Я видел, как Лена остановилась и обернулась. Она смотрела на цветок в моей руке, на то, как, не заметив подарка, мужчина зацепил эту руку, пройдя мимо. Цветок упал на землю. Мужчина же, почувствовав столкновение, остановился, обернулся и злобно уставился на меня.
— Ты чё, козёл, с травой на башке, — сказал он хриплым голосом, глядя на мой венок. — По роже захотел?
Ему показалось, что я толкнул его. Не зная, что ответить, я безмолвно стоял, сжимая букет в руке. У меня было слишком тёплое настроение, чтобы на грубость отзываться грубостью.
Видя, что я молча стерпел обидное слово, он, решив, что отомстил мне достаточно, сказал:
— Смотри по сторонам, когда по дороге идешь. А то можешь без головы остаться, придурок.
Сказав это, он продолжил свой путь. А я остался стоять, чувствуя, как хорошее настроение улетучивается секунда за секундой. В глубине души закипала злость. Мне всё больше и больше казалось, что этого так оставить нельзя. И я решил догнать обидчика. Я уже собрался было бежать за ним, как вдруг почувствовал уже знакомое дёрганье за майку. Я посмотрел вниз и увидел Лену. Она улыбнулась мне, потом, присев, подняла с земли упавший цветок и вложила его в мою руку.
— Не злись на него, пожалуйста, Максим. Лучше пожалей его, пожалуйста, — просила она, как-то странно произнося местоимения «него», «его»... Я тогда не обратил на это странное произношение особого внимания, потому что сама просьба меня удивила.
— Почему я должен его жалеть?
— Потому что он жалкий.
— Но почему, Леночка?
— Потому что он злой.
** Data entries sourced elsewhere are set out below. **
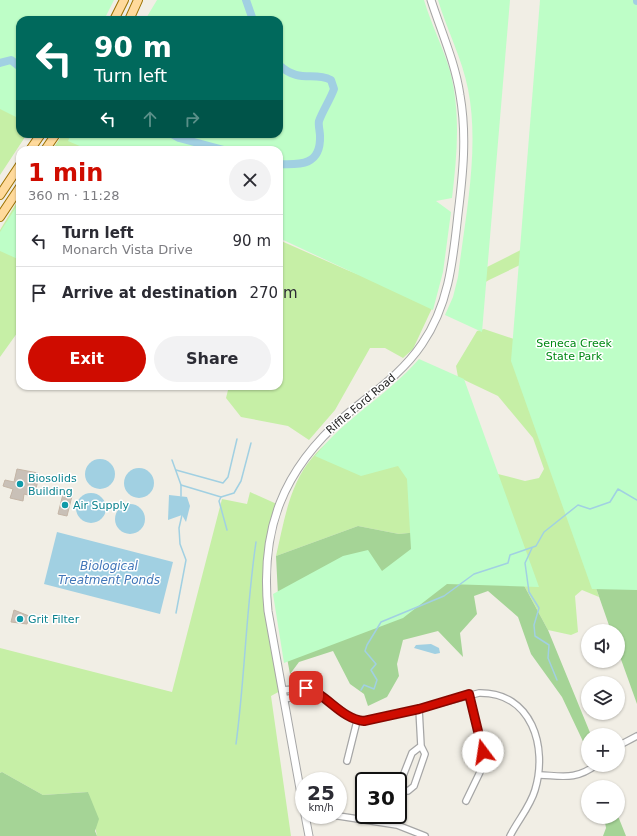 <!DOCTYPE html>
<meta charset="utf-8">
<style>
:root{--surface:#fff;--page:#f2f2f3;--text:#2b2b33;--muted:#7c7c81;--line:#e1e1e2;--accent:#cf0c00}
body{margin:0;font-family:"DejaVu Sans",sans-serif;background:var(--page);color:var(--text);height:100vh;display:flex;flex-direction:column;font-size:15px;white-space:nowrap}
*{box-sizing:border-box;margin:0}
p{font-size:13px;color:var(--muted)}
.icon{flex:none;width:22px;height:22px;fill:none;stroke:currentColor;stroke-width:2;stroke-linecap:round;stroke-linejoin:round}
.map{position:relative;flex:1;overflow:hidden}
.drawer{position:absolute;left:16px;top:146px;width:267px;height:244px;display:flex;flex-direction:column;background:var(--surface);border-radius:12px;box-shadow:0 1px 3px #0004}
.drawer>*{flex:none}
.top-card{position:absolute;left:16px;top:16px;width:267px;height:122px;border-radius:12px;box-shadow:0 1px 3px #0004;background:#00695c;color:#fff;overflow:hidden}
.controls{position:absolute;left:581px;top:624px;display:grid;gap:8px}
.controls a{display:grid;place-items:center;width:44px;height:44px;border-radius:50%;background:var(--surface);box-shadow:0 1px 3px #0004;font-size:20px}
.speed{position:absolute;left:295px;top:772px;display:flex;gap:8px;font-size:20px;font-weight:700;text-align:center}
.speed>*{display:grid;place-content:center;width:52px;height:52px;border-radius:50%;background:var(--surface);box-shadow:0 1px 3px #0004;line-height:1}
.speed small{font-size:10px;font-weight:400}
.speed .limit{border:2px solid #111;border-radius:6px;background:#fff;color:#111}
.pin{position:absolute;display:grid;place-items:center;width:34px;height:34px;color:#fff;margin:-17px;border-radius:8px;box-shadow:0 2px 6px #0006}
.me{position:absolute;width:44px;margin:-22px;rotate:346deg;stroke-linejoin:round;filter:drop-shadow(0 0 3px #0008)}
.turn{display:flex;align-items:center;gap:14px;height:84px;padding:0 12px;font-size:18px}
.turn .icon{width:52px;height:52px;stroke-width:2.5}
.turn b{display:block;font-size:28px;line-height:34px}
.lanes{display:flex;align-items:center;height:38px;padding:0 12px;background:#0003;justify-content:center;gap:20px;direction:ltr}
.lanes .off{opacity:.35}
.round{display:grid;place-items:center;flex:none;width:42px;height:42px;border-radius:21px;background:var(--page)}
.headline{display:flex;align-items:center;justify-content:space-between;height:68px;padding:0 12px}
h1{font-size:24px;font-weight:700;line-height:30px;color:var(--accent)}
.button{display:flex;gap:8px;margin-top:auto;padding:8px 12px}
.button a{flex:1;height:46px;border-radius:24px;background:var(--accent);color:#fff;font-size:16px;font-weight:700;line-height:46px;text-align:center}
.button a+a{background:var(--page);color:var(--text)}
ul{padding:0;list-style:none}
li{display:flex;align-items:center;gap:12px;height:52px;padding:0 12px;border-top:1px solid var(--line)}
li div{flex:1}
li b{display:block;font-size:15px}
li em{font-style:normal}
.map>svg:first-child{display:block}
.grass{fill:#c6efa6}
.forest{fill:#a5d496}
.park{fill:#befec7}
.water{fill:#a1d0e2}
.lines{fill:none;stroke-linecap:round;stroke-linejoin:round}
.stream{stroke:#a1d0e2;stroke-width:1.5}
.river{stroke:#a1d0e2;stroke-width:8}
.building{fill:#c9c0b7;stroke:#c4b5a6}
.minor-casing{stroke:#a6a6a6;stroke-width:8}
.tertiary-casing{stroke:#a6a6a6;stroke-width:9}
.primary-casing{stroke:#9b7000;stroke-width:10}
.minor{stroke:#fff;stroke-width:5.5}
.tertiary{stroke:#fff;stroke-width:7}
.primary{stroke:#ffda9c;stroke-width:8}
.route-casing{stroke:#870800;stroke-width:10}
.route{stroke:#cf0c00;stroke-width:7}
.culture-dot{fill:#0f9aa8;stroke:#fff;stroke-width:1.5}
.labels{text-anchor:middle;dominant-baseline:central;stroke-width:3;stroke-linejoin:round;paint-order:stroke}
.park-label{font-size:11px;fill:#018914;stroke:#fff}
.street-label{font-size:11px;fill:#1f1f1f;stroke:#fff}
.culture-label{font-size:11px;fill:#0d838f;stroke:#fff;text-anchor:start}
.water-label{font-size:12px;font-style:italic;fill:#4277b9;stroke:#fff}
</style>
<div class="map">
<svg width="637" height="836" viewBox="0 0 637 836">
<rect width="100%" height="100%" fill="#f1eee5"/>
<g class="grass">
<path d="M 20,98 L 20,134 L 27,134 L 0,175 L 0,108 Z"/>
<path d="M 63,134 L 148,134 L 164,150 L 52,150 Z"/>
<path d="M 20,197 L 20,329 L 0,357 L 0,230 Z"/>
<path d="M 602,209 L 541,255 L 489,280 L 464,295 L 483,269 Z"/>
<path d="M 279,240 L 347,270 L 434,304 L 413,349 L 403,358 L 385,348 L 370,348 L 335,410 L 309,440 L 288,426 L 241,417 L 226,398 L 229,386 L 279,386 Z"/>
<path d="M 484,329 L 517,340 L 599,597 L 582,590 L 575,596 L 578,632 L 571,635 L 548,630 L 520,578 L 498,474 L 525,481 L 539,478 L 544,469 L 533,438 L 498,396 L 458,377 L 456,366 L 477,331 Z"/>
<path d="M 354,421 L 402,448 L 438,530 L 399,534 L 358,526 L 276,556 C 284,522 289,485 312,458 C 323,444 340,433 354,421 Z"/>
<path d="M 250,492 L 279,505 L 265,569 L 282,690 L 271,696 L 291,836 L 97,836 L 88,792 L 43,795 L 2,772 L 0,773 L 0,648 L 172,692 L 222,499 L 247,504 Z"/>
</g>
<g class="forest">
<path d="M 637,520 L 637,704 L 618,651 L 618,631 L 611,631 L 596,588 Z"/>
<path d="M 358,526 L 399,534 L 437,530 L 520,578 L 548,630 L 591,735 L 588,735 L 588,752 L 562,697 L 531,654 L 518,617 L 488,591 L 474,596 L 477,614 L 460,633 L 463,657 L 438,631 L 403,640 L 397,664 L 399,676 L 387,697 L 368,706 L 364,694 L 350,684 L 333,651 L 299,662 L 290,674 L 279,615 L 276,556 Z"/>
<path d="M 2,772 L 43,795 L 88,792 L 99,819 L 95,831 L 97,836 L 0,836 L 0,773 Z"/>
<path d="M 618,816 L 626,836 L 603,836 L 606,828 L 604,817 Z"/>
</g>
<g class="park">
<path d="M 0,0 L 114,0 L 104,20 L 20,20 L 20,119 L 0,109 Z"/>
<path d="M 157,0 L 424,0 C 431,24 443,47 450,71 C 461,114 457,155 452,198 L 436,201 L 451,212 L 443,272 L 433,310 L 279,238 L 279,150 L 89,150 L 68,141 L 71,134 L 279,134 L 279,20 L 145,20 Z"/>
<path d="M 438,0 L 510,0 L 482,332 L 445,315 L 453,297 L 458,277 C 465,217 480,149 468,89 C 462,58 447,30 438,0 Z"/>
<path d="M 540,0 L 637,0 L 637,590 L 592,589 L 511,361 Z"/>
<path d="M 20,201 L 20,260 L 0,251 L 0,232 Z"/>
<path d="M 419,359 L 464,379 L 539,587 L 447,584 L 403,618 L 284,663 L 273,594 L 343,556 L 368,550 L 382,571 L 411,549 L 407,479 L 398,466 L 361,476 L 315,456 C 346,417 387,396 419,359 Z"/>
</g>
<g class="water">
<circle cx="100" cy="474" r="15"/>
<circle cx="139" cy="483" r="15"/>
<circle cx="91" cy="508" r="15"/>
<path d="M 169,495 L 187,497 L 190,506 L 186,522 L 182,515 L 168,520 Z"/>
<circle cx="130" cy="519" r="15"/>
<path d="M 57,532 L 173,562 L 160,614 L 44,584 Z"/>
<path d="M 431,644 L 439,648 L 440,653 L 435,654 L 414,648 L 416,645 Z"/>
</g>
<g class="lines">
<g class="stream">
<path d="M 172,460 L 181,485 L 181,496"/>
<path d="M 176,470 L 223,483 L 228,477 L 237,439"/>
<path d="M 181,485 L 221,497 L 234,493 L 241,481 L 251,443"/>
<path d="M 221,497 L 219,501 L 227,530"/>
<path d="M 532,548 L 525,563 L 529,592 L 539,608 L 534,625 L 535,636 L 549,645 L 548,658 L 557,680"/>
<path d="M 176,613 L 186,560 L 180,544 L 179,528 L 182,515"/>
<path d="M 361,690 L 364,685 L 374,689 L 377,680 L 371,670 L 376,664 L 365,651 L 367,645 L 381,622 L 444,596 L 474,574 L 508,563 L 510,555 L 536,546 L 544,532 L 578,505 L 590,509 L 610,502 L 618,489 L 637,500"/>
<path d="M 236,744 C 245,677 246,609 256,542"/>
</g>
<g class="river">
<path d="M 246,0 L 253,20"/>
<path d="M 637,0 L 637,1"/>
<path d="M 0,63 L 11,60 L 20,67"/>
<path d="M 279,65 C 300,84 313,71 331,80 L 334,89 C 330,100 323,110 319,121 C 318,125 320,131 320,136 C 321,165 301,165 279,164"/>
<path d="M 172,134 L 179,138 L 224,150"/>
</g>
</g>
<g class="building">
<path d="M 17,469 L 38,473 L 37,476 L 39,476 L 35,493 L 33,492 L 32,496 L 24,494 L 23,501 L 10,498 L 13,489 L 3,486 L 5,480 L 14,482 Z"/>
<path d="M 63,494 L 72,496 L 67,516 L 58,514 Z"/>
<path d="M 14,610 L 29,616 L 27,624 L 11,622 Z"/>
</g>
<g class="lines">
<defs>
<g id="minor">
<path d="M 282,690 L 306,688 L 314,690 L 347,715 L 357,721 L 364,721 L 419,709 L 479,693 C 532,692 548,747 535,790 C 530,807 518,820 510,836"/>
<path d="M 284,699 L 307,695 L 322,697"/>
<path d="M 419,709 L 421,746 L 412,753 L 401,781 L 400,784 L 401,788 L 408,791 L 414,786 L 425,754 L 421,746"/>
<path d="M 618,746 L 637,736"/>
<path d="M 347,761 L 357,721"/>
<path d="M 540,775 C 563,776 576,780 596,765"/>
<path d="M 466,801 L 481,770 L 483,752 L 469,694"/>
<path d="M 332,815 L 397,825 L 425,836"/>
</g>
<g id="tertiary">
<path d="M 304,811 L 268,611 C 260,530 282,470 345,416 C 372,393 401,375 422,344 C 449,305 453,260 458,214 C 463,174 467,135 460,95 C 455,62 441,31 431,0"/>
<path d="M 305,815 L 309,836"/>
</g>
<g id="primary">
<path d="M 114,20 L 124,0"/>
<path d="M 129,20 L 138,0"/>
<path d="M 30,150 L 41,134"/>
<path d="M 45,150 L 56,134"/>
<path d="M 0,195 L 20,165"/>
<path d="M 0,217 L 20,187"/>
</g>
</defs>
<use href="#minor" class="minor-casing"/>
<use href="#tertiary" class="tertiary-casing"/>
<use href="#primary" class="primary-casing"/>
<use href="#minor" class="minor"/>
<use href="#tertiary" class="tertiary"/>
<use href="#primary" class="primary"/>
</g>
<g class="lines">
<defs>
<path id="route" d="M 306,688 C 327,694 341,719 364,721 L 419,709 L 469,694 L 483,752"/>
</defs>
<use href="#route" class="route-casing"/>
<use href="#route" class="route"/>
</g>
<g class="culture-dot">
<circle cx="20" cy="484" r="4"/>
<circle cx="65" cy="505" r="4"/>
<circle cx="20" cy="619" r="4"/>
</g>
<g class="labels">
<g class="park-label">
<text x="574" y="343">Seneca Creek<tspan x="574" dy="13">State Park</tspan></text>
</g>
<g class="street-label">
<text transform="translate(361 404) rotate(-40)">Riffle Ford Road</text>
</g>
<g class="culture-label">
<text x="28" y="478">Biosolids<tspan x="28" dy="13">Building</tspan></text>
<text x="73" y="505">Air Supply</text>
<text x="28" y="619">Grit Filter</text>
</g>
<g class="water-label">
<text x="109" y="566">Biological<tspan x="109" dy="14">Treatment Ponds</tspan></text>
</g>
</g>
</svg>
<div class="controls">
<a><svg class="icon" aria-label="sound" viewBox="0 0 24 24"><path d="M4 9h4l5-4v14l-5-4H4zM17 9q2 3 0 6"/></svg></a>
<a><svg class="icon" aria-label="layers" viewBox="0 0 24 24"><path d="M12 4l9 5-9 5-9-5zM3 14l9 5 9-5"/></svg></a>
<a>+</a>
<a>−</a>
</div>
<div class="speed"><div>25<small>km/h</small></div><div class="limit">30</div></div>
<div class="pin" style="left:306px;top:688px;background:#d93025"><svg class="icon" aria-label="arrive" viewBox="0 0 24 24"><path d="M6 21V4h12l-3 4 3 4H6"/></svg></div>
<svg class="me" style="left:483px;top:752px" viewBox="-20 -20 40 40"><circle r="19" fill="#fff"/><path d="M0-13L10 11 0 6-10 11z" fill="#cf0c00"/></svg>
<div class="top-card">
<div class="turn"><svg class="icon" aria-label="left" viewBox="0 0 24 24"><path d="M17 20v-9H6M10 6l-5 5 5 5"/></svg><div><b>90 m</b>Turn left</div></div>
<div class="lanes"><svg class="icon" aria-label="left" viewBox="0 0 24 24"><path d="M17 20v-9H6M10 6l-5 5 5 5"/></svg><svg class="icon off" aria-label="ahead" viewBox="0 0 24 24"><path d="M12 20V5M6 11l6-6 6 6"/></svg><svg class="icon off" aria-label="right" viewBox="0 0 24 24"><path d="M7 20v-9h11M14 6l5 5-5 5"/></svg></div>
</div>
<section class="drawer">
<div class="headline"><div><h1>1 min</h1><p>360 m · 11:28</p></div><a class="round"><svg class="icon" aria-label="close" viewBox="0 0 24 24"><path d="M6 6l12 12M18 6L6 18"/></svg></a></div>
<ul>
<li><svg class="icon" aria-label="left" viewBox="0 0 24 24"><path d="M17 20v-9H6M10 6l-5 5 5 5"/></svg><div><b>Turn left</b><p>Monarch Vista Drive</p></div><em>90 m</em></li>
<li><svg class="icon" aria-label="arrive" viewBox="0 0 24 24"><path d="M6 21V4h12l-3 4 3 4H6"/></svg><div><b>Arrive at destination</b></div><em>270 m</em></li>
</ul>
<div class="button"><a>Exit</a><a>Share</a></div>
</section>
</div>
Потому что у него глаза пустые.
— Ну и что же?
— Это значит, что он никого не любит. Он не любит лес. Он не любит небо и звёзды. И море не любит. И людей. У него нет любимых...
— За что же его жалеть, Леночка? За то, что он никого и ничего не любит?
— Да. Потому что его тоже никто не любит.
С самого начала этого разговора у меня уже была заготовлена для маленькой девочки обширная нравоучительная проповедь о злых людях и о том, что, если их жалеть, то они усядутся на голову, и о том, что добро должно быть с кулаками и еще много всего прочего. Но последняя её фраза, произнесённая с особой интонацией, с интонацией неописуемого участия, поразила меня. И я вдруг понял, как тяжело жить тому человеку, который недавно прошел мимо нас. Правда, чистая правда, что его никто не любит. Никто во всём белом свете. Потому что любить могут живые люди, в глазах которых ещё горит огонь, глаза которых не абсолютно пусты. Но живые люди избегают мертвецов, подобных этому человеку. Живым людям невыносимо с такими. И поэтому мертвецы одиноки. Абсолютно одиноки. Во всём белом свете одни.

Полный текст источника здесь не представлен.